START Task data
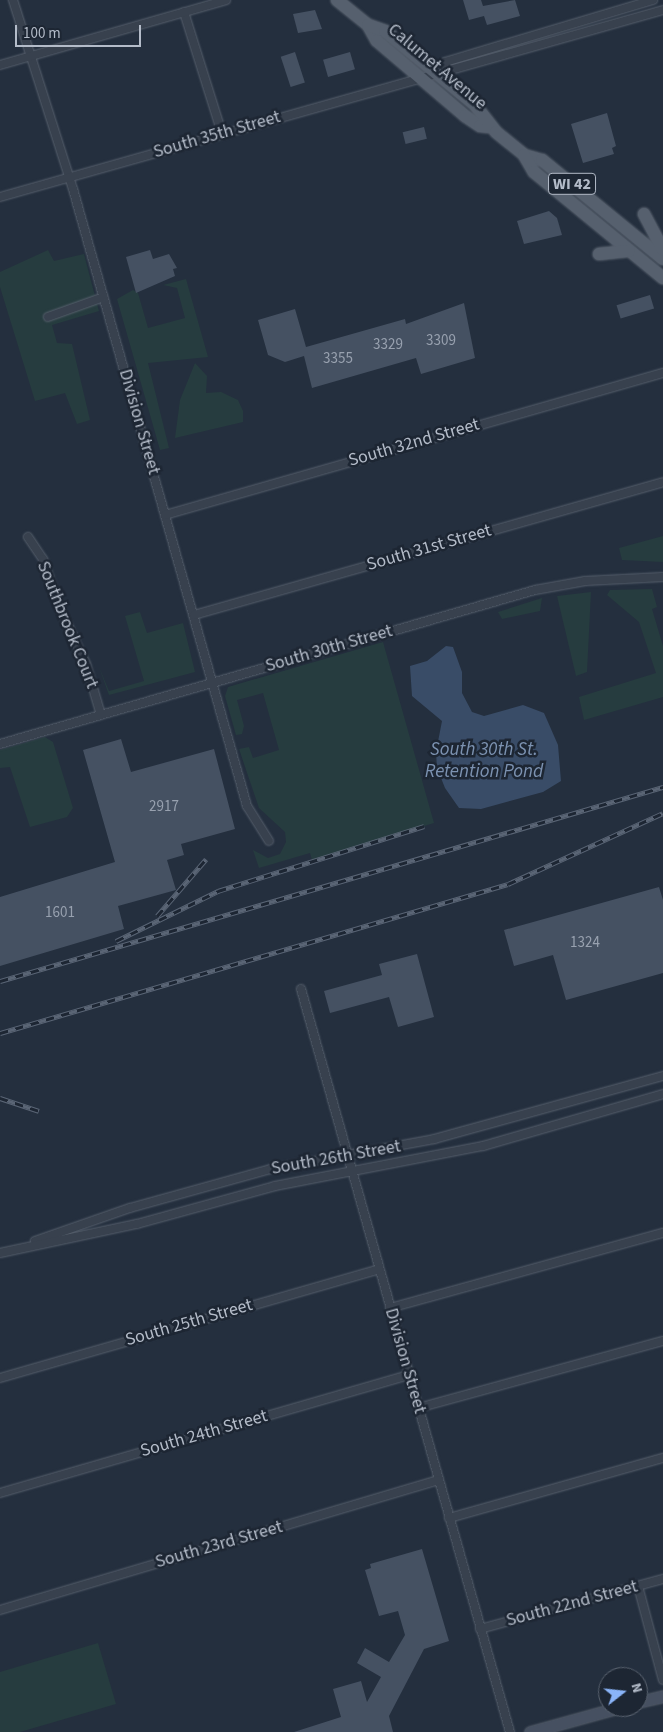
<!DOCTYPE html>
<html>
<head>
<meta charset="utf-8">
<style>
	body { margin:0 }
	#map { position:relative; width:663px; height:1732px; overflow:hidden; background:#242f3e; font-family:"Source Sans 3",sans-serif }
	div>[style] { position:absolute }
	.green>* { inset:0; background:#263c3f }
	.water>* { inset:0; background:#394c67 }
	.building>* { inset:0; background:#455162; transform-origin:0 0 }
	.roads { filter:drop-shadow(0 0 1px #565f6c) drop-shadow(0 0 1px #565f6c) }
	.street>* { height:8px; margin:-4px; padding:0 4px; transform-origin:4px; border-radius:4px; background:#38414e }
	.secondary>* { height:11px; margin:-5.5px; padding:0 5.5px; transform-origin:5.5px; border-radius:5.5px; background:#465061 }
	.primary>* { height:12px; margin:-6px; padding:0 6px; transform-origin:6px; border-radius:6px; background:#56606e }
	.rail>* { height:4.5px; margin-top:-2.25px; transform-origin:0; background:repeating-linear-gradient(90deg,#1d2633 0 8px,#5a6575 0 16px); box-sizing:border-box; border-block:1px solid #5a6575 }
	span { translate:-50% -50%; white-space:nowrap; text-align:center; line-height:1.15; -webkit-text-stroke:5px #1d2633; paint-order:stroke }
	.number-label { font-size:15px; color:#98a1af }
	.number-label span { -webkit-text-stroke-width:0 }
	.shield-label span { padding:1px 4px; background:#1d2633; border:1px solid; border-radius:4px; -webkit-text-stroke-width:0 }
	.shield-label { font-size:16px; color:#b4bcc9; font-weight:700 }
	.street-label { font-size:18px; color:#b4bcc9 }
	.water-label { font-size:19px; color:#7c92b1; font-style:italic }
	.north { position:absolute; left:598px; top:1667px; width:50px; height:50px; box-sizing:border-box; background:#1d2633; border:1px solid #59626f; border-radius:50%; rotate:74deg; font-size:14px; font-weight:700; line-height:20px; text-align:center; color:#b4bcc9 }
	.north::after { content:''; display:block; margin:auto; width:18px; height:22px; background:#8ab4f8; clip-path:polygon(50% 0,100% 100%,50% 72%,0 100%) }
	.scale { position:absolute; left:15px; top:25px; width:126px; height:22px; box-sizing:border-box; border:2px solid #b4bcc9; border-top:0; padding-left:6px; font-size:15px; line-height:18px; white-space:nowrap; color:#b4bcc9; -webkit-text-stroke:4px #1d2633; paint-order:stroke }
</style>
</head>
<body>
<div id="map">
	<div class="green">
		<i style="clip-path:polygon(48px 250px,54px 261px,84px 254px,99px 311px,52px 325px,57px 343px,72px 344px,90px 420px,77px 424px,65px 393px,35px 401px,0 287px,0 272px)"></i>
		<i style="clip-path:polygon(186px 279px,208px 357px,148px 363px,169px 448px,160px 450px,117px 299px,133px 290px,138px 293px,148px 328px,185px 318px,177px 288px,163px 285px)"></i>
		<i style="clip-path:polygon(195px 363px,207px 376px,206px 393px,221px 392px,238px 400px,243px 411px,243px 422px,175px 438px,180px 400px)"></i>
		<i style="clip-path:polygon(663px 536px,663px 562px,622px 560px,619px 548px)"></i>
		<i style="clip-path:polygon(652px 589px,657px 607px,652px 609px,663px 646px,663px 697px,584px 720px,579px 697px,656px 673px,639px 622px,607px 595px,610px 590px)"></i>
		<i style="clip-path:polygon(591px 592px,587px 672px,576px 676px,557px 596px)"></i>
		<i style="clip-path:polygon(542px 598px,540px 611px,502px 619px,498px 612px)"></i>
		<i style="clip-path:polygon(140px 612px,147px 633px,183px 623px,195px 672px,109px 695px,99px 667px,109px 691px,144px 681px,125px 616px)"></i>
		<i style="clip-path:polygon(383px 642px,434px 823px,312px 860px,310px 853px,259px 868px,253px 850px,268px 858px,280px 854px,286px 842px,285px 832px,259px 808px,239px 749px,249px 747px,253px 758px,279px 750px,263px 693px,237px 700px,244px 726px,242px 734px,236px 735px,225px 696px,228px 687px)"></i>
		<i style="clip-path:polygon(45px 737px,53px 742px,73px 808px,67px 817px,30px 827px,10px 767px,0 768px,0 750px)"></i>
		<i style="clip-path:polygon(98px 1643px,116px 1704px,20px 1732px,0 1732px,0 1672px)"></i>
	</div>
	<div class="water">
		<i style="clip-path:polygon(446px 646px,453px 647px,462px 672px,462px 693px,472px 712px,484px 716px,523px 705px,544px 713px,558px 745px,561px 781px,543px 792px,481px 809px,459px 808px,445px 788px,437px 768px,436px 752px,442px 721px,412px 696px,410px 666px,427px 661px)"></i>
	</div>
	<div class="building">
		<i style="clip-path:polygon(463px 0,481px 0,483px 6px,515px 0,520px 16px,487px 25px,484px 16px,469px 20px)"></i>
		<i style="clip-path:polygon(315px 10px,322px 29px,298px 33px,293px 14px)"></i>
		<i style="left:295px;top:52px;width:32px;height:15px;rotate:72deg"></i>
		<i style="left:350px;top:52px;width:18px;height:28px;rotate:74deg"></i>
		<i style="clip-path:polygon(607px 113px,616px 146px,612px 148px,614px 154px,583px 163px,571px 124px)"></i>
		<i style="left:424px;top:127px;width:12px;height:22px;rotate:76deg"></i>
		<i style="clip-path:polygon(549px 211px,557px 218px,562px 235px,524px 244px,517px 221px)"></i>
		<i style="clip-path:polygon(150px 250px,153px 259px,169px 254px,177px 268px,173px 269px,175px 276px,136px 293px,126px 257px)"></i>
		<i style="left:650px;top:295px;width:14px;height:35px;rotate:73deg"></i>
		<i style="clip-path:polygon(464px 303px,475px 358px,421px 374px,416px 358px,312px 388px,304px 356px,285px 362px,268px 355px,258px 320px,295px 309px,306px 347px,405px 319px,406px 324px)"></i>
		<i style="clip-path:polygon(121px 739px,131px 772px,214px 749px,235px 829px,181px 844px,184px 855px,167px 860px,176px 890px,118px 906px,124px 929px,0 966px,0 897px,115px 862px,83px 750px)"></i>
		<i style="clip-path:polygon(659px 887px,663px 900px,663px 973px,566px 1000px,553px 955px,514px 966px,504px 930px)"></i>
		<i style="clip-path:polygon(417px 954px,434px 1017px,398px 1027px,389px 997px,330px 1013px,324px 991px,382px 975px,379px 964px)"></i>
		<i style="clip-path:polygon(422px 1549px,449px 1641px,424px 1649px,389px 1716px,393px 1732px,294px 1732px,341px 1717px,333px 1689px,361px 1681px,367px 1702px,381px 1677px,357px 1663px,365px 1648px,389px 1662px,405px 1635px,398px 1611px,379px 1616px,365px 1570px,371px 1568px,370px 1564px)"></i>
	</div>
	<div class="roads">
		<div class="street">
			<i style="left:13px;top:0;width:198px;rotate:72.4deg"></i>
			<i style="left:73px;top:189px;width:641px;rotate:74.25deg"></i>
			<i style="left:247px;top:806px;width:41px;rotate:57.8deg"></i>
			<i style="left:184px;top:12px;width:127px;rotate:72.6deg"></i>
			<i style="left:0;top:65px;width:235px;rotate:-16deg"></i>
			<i style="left:434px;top:72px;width:15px;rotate:-42deg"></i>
			<i style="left:445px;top:62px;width:217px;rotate:-16.6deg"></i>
			<i style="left:0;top:197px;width:689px;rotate:-15.75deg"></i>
			<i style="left:48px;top:317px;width:59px;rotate:-19.7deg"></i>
			<i style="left:165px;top:515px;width:518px;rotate:-15.92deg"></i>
			<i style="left:28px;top:537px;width:27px;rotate:56deg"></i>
			<i style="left:43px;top:559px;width:52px;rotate:70.9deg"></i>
			<i style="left:60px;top:608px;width:62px;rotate:65.1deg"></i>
			<i style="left:86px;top:664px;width:53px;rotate:73.6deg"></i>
			<i style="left:194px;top:615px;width:487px;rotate:-15.8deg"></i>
			<i style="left:0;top:744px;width:557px;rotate:-16.06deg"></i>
			<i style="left:535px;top:590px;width:51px;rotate:-10.2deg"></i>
			<i style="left:585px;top:581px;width:78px;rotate:-2.9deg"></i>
			<i style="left:301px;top:989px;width:772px;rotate:74.29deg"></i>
			<i style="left:35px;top:1241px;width:101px;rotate:-19.2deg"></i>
			<i style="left:130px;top:1208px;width:146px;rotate:-15.5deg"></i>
			<i style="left:271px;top:1169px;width:166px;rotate:-10.4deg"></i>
			<i style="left:434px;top:1139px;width:238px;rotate:-15.4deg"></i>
			<i style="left:0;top:1253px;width:140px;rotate:-12deg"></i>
			<i style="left:137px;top:1224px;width:143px;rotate:-15.4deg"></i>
			<i style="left:275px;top:1186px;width:212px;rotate:-10.9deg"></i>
			<i style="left:483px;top:1146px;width:187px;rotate:-16.1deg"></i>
			<i style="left:390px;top:1308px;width:283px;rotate:-15.4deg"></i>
			<i style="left:0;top:1378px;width:394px;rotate:-16deg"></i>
			<i style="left:418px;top:1408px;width:254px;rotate:-15.3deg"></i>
			<i style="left:0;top:1493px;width:426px;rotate:-16.1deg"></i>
			<i style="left:449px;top:1518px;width:222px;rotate:-15.7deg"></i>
			<i style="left:638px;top:1586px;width:97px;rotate:75.1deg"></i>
			<i style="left:0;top:1610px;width:457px;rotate:-16.5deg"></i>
			<i style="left:480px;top:1629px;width:190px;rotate:-15.3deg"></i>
		</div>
		<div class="secondary">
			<i style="left:638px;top:1702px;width:26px;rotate:-13deg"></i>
			<i style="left:530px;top:1732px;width:94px;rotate:-15.4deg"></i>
		</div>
		<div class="primary">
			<i style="left:337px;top:0;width:40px;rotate:39deg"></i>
			<i style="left:368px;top:25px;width:18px;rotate:61deg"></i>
			<i style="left:377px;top:41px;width:116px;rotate:40.4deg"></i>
			<i style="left:465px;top:116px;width:18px;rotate:34deg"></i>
			<i style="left:480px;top:126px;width:10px;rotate:6deg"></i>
			<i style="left:368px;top:25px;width:18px;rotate:19deg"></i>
			<i style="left:385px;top:31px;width:117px;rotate:39.4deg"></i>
			<i style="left:475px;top:105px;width:34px;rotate:52deg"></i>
			<i style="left:496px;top:132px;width:36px;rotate:39deg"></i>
			<i style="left:524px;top:155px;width:19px;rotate:16deg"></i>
			<i style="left:542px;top:160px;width:156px;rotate:39.3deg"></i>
			<i style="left:524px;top:155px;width:20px;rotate:60deg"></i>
			<i style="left:534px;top:172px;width:167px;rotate:39.4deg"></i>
			<i style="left:644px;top:214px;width:40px;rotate:62deg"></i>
			<i style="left:599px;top:254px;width:30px;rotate:-6deg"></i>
		</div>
	</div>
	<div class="rail">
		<i style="left:157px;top:916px;width:75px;rotate:-49.3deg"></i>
		<i style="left:116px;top:941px;width:114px;rotate:-26.1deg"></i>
		<i style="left:218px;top:891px;width:216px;rotate:-17.5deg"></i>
		<i style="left:0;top:981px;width:691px;rotate:-16.31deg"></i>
		<i style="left:0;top:1033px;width:529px;rotate:-16.35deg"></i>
		<i style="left:508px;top:884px;width:170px;rotate:-24.6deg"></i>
		<i style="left:0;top:1098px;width:41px;rotate:18.4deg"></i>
	</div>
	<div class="number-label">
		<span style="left:441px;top:341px">3309</span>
		<span style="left:388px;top:345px">3329</span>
		<span style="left:338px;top:359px">3355</span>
		<span style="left:164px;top:807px">2917</span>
		<span style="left:60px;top:913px">1601</span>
		<span style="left:585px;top:943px">1324</span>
	</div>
	<div class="shield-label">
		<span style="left:572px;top:184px">WI 42</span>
	</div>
	<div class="street-label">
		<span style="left:437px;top:67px;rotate:40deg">Calumet Avenue</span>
		<span style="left:217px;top:135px;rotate:-16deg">South 35th Street</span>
		<span style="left:139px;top:422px;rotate:74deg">Division Street</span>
		<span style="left:414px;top:443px;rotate:-16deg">South 32nd Street</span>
		<span style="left:429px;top:548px;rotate:-16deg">South 31st Street</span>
		<span style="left:67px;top:625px;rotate:68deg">Southbrook Court</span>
		<span style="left:329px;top:649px;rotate:-16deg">South 30th Street</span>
		<span style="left:336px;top:1158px;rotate:-10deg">South 26th Street</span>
		<span style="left:189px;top:1323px;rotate:-16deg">South 25th Street</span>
		<span style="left:405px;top:1361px;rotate:74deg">Division Street</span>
		<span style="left:204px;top:1434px;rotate:-16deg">South 24th Street</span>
		<span style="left:219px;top:1545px;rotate:-16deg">South 23rd Street</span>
		<span style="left:572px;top:1604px;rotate:-15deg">South 22nd Street</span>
	</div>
	<div class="water-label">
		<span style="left:484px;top:761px">South 30th St.<br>Retention Pond</span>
	</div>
	<div class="north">N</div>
	<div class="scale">100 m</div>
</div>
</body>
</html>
END Task data
Starting with the first line of the data above and ending with the line containing "filter:drop-shadow(0 0 1px", please restate every line exactly, leaving images out.

<!DOCTYPE html>
<html>
<head>
<meta charset="utf-8">
<style>
	body { margin:0 }
	#map { position:relative; width:663px; height:1732px; overflow:hidden; background:#242f3e; font-family:"Source Sans 3",sans-serif }
	div>[style] { position:absolute }
	.green>* { inset:0; background:#263c3f }
	.water>* { inset:0; background:#394c67 }
	.building>* { inset:0; background:#455162; transform-origin:0 0 }
	.roads { filter:drop-shadow(0 0 1px #565f6c) drop-shadow(0 0 1px #565f6c) }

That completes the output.